• **Available records**:
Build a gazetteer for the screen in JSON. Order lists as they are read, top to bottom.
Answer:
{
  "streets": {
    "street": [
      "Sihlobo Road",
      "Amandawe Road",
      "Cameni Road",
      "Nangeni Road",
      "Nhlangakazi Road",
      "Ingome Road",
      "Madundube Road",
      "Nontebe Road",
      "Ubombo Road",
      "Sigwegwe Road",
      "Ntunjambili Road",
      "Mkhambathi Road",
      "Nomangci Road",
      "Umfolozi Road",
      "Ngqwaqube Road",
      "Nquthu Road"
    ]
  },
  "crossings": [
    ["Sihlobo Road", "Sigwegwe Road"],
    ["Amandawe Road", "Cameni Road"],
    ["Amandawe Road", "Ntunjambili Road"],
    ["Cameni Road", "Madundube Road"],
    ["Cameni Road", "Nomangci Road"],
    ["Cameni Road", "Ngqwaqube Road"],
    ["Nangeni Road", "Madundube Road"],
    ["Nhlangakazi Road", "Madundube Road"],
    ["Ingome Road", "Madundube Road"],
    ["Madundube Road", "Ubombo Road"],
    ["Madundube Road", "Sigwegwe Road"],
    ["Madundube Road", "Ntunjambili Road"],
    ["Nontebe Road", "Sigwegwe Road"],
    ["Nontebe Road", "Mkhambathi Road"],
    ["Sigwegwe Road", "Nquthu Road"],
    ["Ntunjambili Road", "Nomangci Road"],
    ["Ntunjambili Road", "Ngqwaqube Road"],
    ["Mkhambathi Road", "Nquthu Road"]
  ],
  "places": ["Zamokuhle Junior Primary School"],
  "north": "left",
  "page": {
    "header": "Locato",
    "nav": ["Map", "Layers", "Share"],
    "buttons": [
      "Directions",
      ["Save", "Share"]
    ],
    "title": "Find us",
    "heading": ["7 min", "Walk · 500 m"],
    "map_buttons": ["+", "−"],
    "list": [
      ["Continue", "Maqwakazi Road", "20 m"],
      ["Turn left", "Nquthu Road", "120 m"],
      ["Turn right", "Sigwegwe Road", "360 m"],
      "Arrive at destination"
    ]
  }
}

• **Task requirements**:
Look through the data and gather every line with the string "Ubombo" in it.

• **Result of this task**:
      "Ubombo Road",
    ["Madundube Road", "Ubombo Road"],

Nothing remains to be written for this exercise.